I then took a closer look at the domain name on “Ben’s” e-mail address. It wasn’t from that TV channel. I popped the URL into my browser and found myself looking at a Web site for a company claiming to be “social media marketing & publicity specials” that “develop strategies and execute initiatives, which generate conversations & cultivate relationships between brands and publishers.” In other words, they con active members of the social networking community to tweet and blog about their clients.

For free.

Well, the client doesn’t get their services for free. It’s Ben and his company who get the services of the social networking folks for free. Free authoring, free placement of the ads, free “buzz.” Ben and his cohorts just send out boilerplate messages to lure in unsuspecting bloggers who apparently have little else to write about. Along the way, they get these bloggers to look at the content on their clients’ sites, bumping up the hit counter to show immediate results.

I’m wondering how many bloggers fall for this strategy and how many thousands of dollars Ben & Co. rake in weekly by copying and pasting boilerplate messages on the Web.

I composed my response:

Ben,

I’m interested in this, but admit that I’m a bit put off by being ask to write what’s essentially an advertisement and place it on my own blog without compensation. Not quite sure how this would benefit me. A few additional hits to my blog would be nice, but since my blog does not generate any income for me, getting more hits is not really that important to me.

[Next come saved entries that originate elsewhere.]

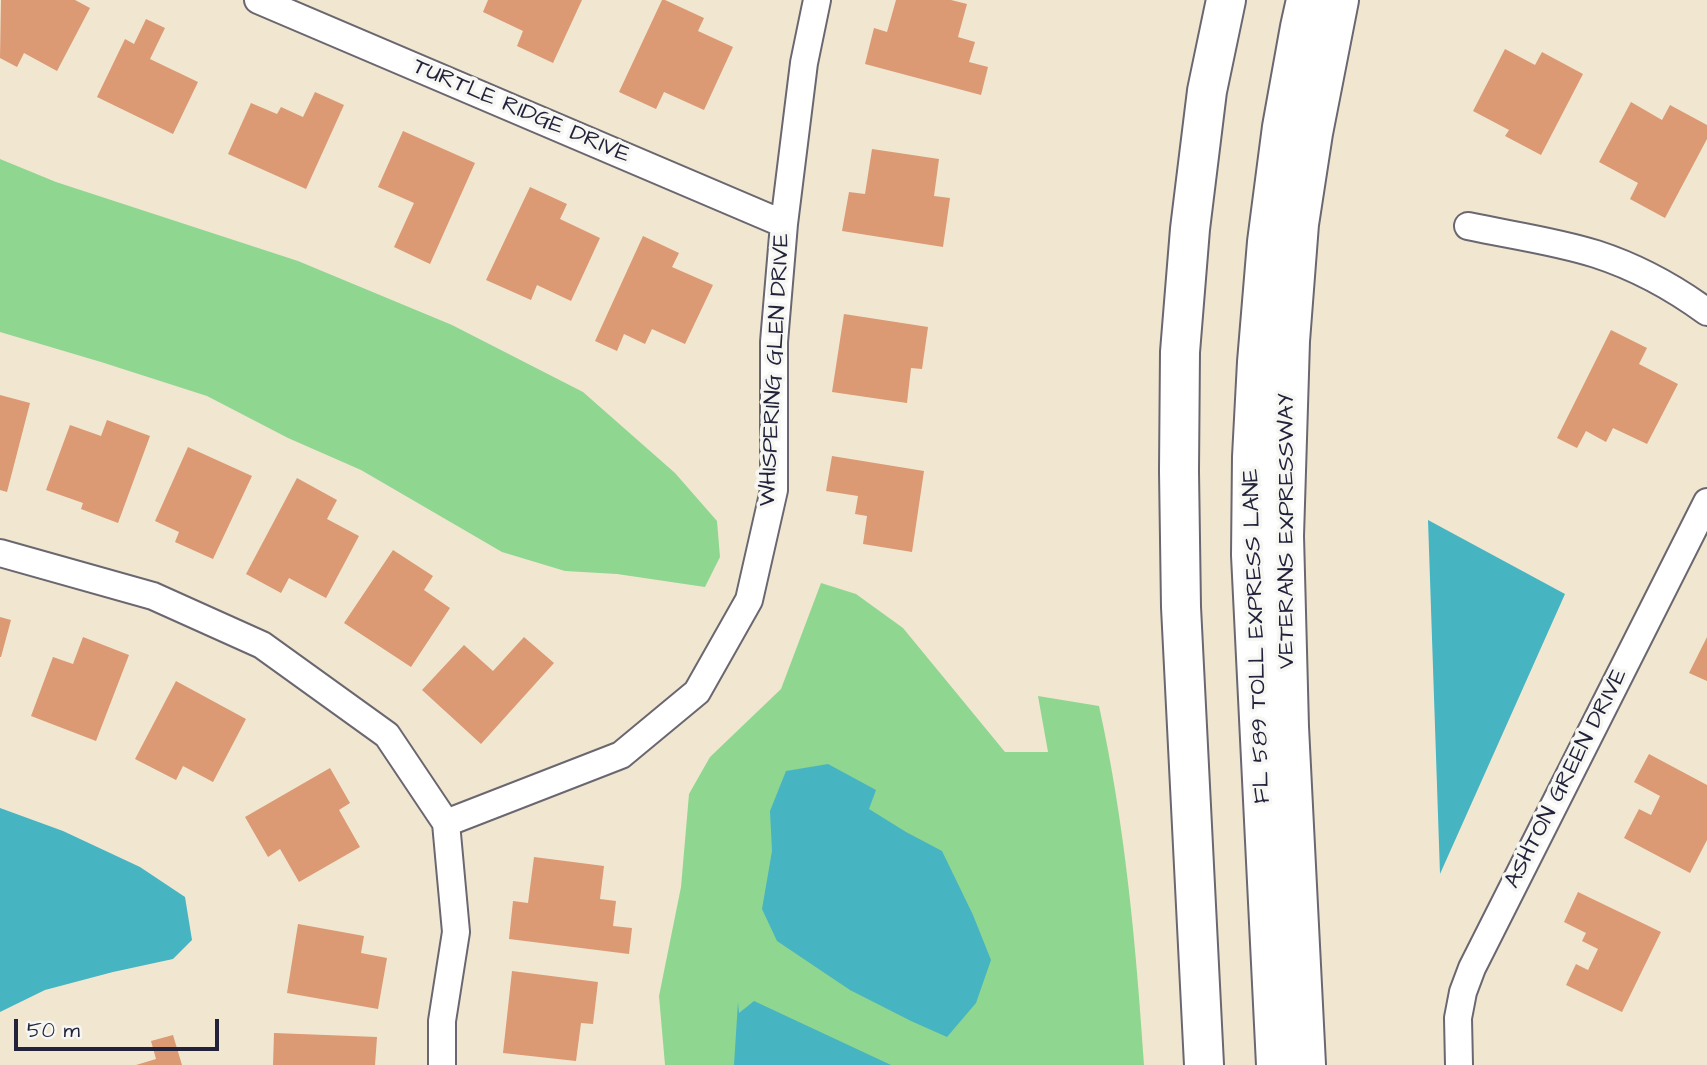 <!DOCTYPE html>
<html>
<head>
<meta charset="utf-8">
<style>
	body { margin:0 }
	#map { position:relative; width:1707px; height:1065px; overflow:hidden; background:#f1e7d1; font-family:"Architects Daughter",sans-serif }
	canvas { display:block }
	.scale { position:absolute; left:14px; top:1019px; width:205px; height:32px; box-sizing:border-box; border:4px solid #22223b; border-top:0; padding-left:9px; font-size:21px; line-height:24px; white-space:nowrap; color:#22223b; -webkit-text-stroke:5px #f6f6f2; paint-order:stroke }
</style>
</head>
<body>
<div id="map">
<canvas width="1707" height="1065"></canvas>
<div class="scale">50 m</div>
</div>
<script>
const g = document.querySelector('canvas').getContext('2d');
g.lineJoin = 'round';
function fill(path, color) {
  g.fillStyle = color;
  g.fill(path, 'evenodd');
}
function stroke(path, color, width, dash) {
  g.strokeStyle = color;
  g.lineWidth = width;
  g.lineCap = dash ? 'butt' : 'round';
  g.setLineDash(dash || []);
  g.stroke(path);
}
function write(font, color, halo, rows, align = 'center') {
  g.font = font + ' "Architects Daughter",sans-serif';
  g.lineWidth = 7;
  g.setLineDash([]);
  g.textBaseline = 'middle';
  g.strokeStyle = halo;
  g.fillStyle = color;
  for (const [text, x, y, turn = 0] of rows) {
    g.save();
    g.translate(x, y);
    g.rotate((+turn || 0) * Math.PI / 180);
    g.textAlign = isNaN(turn) ? turn : align;
    if (halo) g.strokeText(text, 0, 0);
    g.fillText(text, 0, 0);
    g.restore();
  }
}
fill(new Path2D(`
	M0,159L56,182L298,261L452,325L583,392L675,473L717,521L720,557L705,587L617,574L565,571L502,552L361,470L288,438L207,396L101,362L0,332Z
	M821,583L856,594L903,628L1005,752H1048L1038,696L1099,706C1125,824 1136,944 1144,1065H665L659,996L681,887L689,794L710,757L781,689Z`), '#8fd690');
fill(new Path2D(`
	M1428,520L1565,594L1440,874Z
	M828,764L876,790L869,809L906,832L942,851L973,915L991,960L976,1003L947,1037L911,1021L850,990L777,941L762,909L772,851L770,811L786,771Z
	M0,808L63,831L140,867L185,897L192,940L173,959L113,972L45,990L0,1012Z
	M754,1001L891,1065H734L738,1002L739,1013Z`), '#46b4c1');
fill(new Path2D(`
	M1,0H75L90,8L57,71L24,53L17,67L0,58Z
	M488,0H582L553,63L517,46L523,31L483,12Z
	M662,0H665L704,18L698,31L733,47L704,110L664,92L656,109L619,92Z
	M896,0H951L967,4L958,37L975,42L969,62L988,67L981,95L865,64L874,28L887,32Z
	M146,19L165,28L150,59L198,82L173,134L97,97L125,39L134,44Z
	M1505,49L1535,65L1542,52L1583,74L1541,155L1505,136L1509,130L1473,111Z
	M315,92L344,105L306,189L228,154L251,103L277,114L281,107L303,117Z
	M1631,102L1662,120L1670,105L1707,125V139L1665,218L1630,199L1638,183L1599,162Z
	M403,131L475,163L430,264L394,247L414,203L378,187Z
	M872,149L939,159L934,196L950,198L943,247L842,231L849,192L865,194Z
	M530,187L567,204L560,219L600,238L571,301L537,285L531,300L486,280Z
	M643,236L679,253L672,267L713,285L685,344L652,329L645,344L624,334L617,351L595,341Z
	M844,314L928,327L922,369L911,368L907,403L832,392Z
	M1611,330L1647,348L1639,364L1678,384L1647,444L1613,428L1606,442L1586,431L1577,448L1557,438Z
	M0,395L30,403L7,492L0,490Z
	M107,420L150,436L118,523L81,509L83,503L46,490L70,425L101,436Z
	M188,447L252,476L213,559L175,542L179,532L155,521Z
	M832,456L924,471L912,552L863,544L867,516L855,514L858,496L826,491Z
	M297,478L337,500L327,519L359,536L326,598L289,578L281,593L246,574Z
	M393,550L433,576L424,590L450,608L411,667L344,623Z
	M0,617L11,620L1,657H0Z
	M83,637L129,655L96,741L31,716L53,657L73,664Z
	M524,637L554,663L481,744L422,690L464,645L493,671Z
	M1707,637V681L1689,673Z
	M176,681L246,719L213,782L183,766L176,780L135,759Z
	M1649,754L1707,785V840L1690,873L1624,838L1639,809L1651,815L1660,796L1634,782Z
	M330,768L350,803L339,810L360,847L299,882L280,849L268,857L245,817Z
	M534,857L604,866L600,899L616,901L613,926L632,928L629,954L509,939L513,901L528,903Z
	M1578,892L1661,932L1622,1012L1566,985L1576,964L1588,970L1598,949L1582,941L1586,933L1564,922Z
	M298,924L364,936L361,953L387,958L378,1009L287,993Z
	M512,971L598,982L593,1024L581,1023L576,1061L503,1053Z
	M274,1033L377,1037L375,1065H273Z
	M173,1035L182,1065H136L156,1059L151,1041Z`), '#db9974');
const minor = new Path2D(`
	M258,0L784,224
	M1468,226C1510,235 1555,241 1596,254C1636,267 1673,287 1707,312
	M0,553L153,596L262,645L387,735L446,823L456,932L442,1021V1065
	M446,823L621,755L697,692L749,600L774,490V342L784,224L804,63L817,0
	M1459,1065L1458,1018L1463,992L1472,968L1707,502`);
const motorway = new Path2D(`
	M1204,1065L1181,607L1179,471L1180,352L1190,229L1207,91L1226,0
	M1276,1065L1251,555L1252,457L1257,362L1267,242L1282,127L1300,27L1306,0
	M1306,1065L1289,727L1284,536L1290,341L1299,224L1313,133L1339,0`);
stroke(minor, '#6a6770', 30);
stroke(motorway, '#6a6770', 42);
stroke(minor, '#fff', 26);
stroke(motorway, '#fff', 38);
write('23px', '#22223b', '#f6f6f2', [
	["TURTLE RIDGE DRIVE",521,112,23],
	["WHISPERING GLEN DRIVE",776,370,-87],
	["VETERANS EXPRESSWAY",1288,531,-90],
	["FL 589 TOLL EXPRESS LANE",1258,636,-92],
	["ASHTON GREEN DRIVE",1567,779,-63]
]);
</script>
</body>
</html>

I also wonder how many dozens (or hundreds) of other bloggers you’ve contacted. Your message was very generic and could have been sent to anyone with a “wonderful blog.”

Now if I were offered compensation via exposure for my helicopter charter company (http://www.flyingmair.com/), which specializes in aerial photography over red rock areas such as Sedona and Lake Powell — well that might interest me a bit more.

Or is your message just another bit of spam to get ME to check out this site? So far, it’s a FAIL.

Any interest in making this more appealing to me?

Maria

I’m waiting for a response that likely won’t come. Why should he respond to me when he probably has dozens or hundreds of other bloggers taking the bait?

In the meantime, Ben has indeed given me something to blog about.